Unlocking high-performance organic cathodes: tailoring active group densities in covalent frameworks for aqueous zinc ion batteries

Aqueous zinc ion batteries (AZIBs) are a promising energy storage technology due to their cost-effectiveness and safety. Nowadays, organic materials with sustainable and designable structures are of great interest as AZIB cathodes. However, small molecules in organic cathode materials face dissolution problems and suboptimal cycle life, while large molecules suffer from low theoretical capacity due to inert carbon skeletons. Here, we designed two covalent organic framework materials (BB-COF and TB-COF) with the same structure and number of energy storage groups to investigate the correlation between the densities of active sites and electrochemical performance. Our study concludes that the electrochemical behavior of organic conjugates-based energy storage materials doesn't exhibit a linear correlation with active sites quantity. Adjusting active sites densities is crucial for material advancement. BB-COF and TB-COF, with dual active sites (C=O and C=N), exhibit distinct characteristics.

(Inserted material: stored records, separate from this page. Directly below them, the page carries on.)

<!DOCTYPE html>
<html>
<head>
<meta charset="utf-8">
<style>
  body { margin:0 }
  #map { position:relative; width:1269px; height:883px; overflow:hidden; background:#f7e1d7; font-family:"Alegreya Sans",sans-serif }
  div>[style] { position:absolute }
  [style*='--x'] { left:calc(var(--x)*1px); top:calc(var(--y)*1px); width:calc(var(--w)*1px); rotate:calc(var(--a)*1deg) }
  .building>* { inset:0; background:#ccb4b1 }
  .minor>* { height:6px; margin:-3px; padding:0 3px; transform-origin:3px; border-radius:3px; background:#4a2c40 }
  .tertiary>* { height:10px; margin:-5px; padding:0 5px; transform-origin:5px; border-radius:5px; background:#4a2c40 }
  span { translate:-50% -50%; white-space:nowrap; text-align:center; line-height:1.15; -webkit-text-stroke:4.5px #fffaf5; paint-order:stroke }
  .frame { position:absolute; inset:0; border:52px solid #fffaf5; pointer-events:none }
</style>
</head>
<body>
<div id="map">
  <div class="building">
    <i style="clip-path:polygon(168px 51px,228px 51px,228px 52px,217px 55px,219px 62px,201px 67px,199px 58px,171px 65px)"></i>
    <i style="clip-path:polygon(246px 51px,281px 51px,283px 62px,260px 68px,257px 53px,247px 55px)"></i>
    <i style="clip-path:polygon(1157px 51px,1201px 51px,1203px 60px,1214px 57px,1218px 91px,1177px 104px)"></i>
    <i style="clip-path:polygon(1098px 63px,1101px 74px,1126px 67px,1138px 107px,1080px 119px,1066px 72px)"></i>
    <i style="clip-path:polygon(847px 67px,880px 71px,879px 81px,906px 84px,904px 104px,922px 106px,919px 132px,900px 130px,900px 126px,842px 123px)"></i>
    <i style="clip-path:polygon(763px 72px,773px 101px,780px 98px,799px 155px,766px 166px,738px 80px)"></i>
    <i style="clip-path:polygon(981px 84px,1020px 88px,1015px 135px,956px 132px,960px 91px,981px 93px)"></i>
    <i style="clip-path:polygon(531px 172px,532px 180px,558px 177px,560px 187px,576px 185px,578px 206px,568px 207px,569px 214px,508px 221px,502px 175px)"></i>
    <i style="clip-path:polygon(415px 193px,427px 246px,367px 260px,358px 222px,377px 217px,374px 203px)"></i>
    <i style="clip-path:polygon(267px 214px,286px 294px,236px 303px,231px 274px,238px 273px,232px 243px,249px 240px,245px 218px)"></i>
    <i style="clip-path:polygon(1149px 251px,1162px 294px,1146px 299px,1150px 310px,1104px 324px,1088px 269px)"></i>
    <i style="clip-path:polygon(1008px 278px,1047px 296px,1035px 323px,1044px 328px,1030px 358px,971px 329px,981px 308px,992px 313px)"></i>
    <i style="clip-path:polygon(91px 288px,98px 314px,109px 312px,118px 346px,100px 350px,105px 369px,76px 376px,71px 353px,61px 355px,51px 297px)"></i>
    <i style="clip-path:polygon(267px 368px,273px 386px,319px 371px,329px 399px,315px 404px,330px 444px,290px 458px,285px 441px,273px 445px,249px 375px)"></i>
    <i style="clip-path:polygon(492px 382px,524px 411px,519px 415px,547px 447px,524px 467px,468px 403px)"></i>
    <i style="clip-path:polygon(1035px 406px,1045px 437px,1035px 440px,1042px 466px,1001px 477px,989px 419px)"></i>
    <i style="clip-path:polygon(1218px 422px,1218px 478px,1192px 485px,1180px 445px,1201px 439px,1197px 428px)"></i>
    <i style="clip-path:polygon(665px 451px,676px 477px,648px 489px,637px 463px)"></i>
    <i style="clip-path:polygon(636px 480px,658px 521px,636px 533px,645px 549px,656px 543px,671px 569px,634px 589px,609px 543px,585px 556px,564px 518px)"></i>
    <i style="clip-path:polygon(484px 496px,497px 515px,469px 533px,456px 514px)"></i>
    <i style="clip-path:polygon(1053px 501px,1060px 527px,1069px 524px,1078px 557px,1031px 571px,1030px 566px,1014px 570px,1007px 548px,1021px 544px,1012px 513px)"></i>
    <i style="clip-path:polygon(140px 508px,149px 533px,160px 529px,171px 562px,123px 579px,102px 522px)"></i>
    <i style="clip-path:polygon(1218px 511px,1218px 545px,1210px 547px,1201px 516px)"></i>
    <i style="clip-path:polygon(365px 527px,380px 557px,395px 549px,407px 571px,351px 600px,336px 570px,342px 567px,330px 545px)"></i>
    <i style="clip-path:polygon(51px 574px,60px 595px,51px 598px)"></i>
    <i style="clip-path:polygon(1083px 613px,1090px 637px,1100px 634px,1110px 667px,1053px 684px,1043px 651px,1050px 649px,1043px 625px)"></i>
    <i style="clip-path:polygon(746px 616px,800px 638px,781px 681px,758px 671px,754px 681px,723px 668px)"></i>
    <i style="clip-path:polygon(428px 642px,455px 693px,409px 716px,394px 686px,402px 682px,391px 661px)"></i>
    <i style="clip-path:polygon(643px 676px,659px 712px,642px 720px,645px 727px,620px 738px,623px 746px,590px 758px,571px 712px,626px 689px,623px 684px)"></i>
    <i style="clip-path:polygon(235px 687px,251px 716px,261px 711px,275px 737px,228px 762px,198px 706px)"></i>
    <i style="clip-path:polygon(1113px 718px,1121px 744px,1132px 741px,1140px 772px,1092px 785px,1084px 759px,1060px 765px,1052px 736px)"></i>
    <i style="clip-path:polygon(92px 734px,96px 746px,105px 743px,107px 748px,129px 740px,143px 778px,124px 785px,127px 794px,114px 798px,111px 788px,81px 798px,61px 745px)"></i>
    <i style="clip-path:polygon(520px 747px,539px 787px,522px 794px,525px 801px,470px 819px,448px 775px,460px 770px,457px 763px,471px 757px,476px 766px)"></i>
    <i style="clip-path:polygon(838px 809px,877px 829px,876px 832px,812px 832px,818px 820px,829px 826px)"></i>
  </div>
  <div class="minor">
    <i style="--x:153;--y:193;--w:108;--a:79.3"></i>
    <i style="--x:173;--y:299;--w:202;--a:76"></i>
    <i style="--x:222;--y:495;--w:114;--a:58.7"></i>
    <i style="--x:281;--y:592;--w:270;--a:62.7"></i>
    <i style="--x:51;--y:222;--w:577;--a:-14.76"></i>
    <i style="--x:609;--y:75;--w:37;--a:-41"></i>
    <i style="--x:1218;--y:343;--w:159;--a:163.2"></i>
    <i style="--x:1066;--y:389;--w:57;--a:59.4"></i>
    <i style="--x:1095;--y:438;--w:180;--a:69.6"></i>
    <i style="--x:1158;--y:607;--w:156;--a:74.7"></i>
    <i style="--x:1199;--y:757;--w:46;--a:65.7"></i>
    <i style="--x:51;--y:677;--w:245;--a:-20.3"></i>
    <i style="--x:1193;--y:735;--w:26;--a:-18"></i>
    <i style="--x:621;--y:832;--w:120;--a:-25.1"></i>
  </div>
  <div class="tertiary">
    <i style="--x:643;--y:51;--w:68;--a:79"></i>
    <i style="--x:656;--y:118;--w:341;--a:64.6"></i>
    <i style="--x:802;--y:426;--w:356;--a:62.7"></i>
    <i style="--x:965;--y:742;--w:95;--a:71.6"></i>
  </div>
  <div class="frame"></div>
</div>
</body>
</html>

TB-COF, with denser active groups, shows higher initial capacity (222 mAh g^-1). Conversely, BB-COF, featuring a larger conjugated ring diameter, exhibits superior rate performance and enduring cycle stability. It even maintains stable cycling for 2,000 cycles at -40 ℃. More deeply, in-situ electrochemical quartz crystal microbalance (EQCM) reveals the energy storage mechanism of BB-COF storing H⁺ first and then Zn²⁺.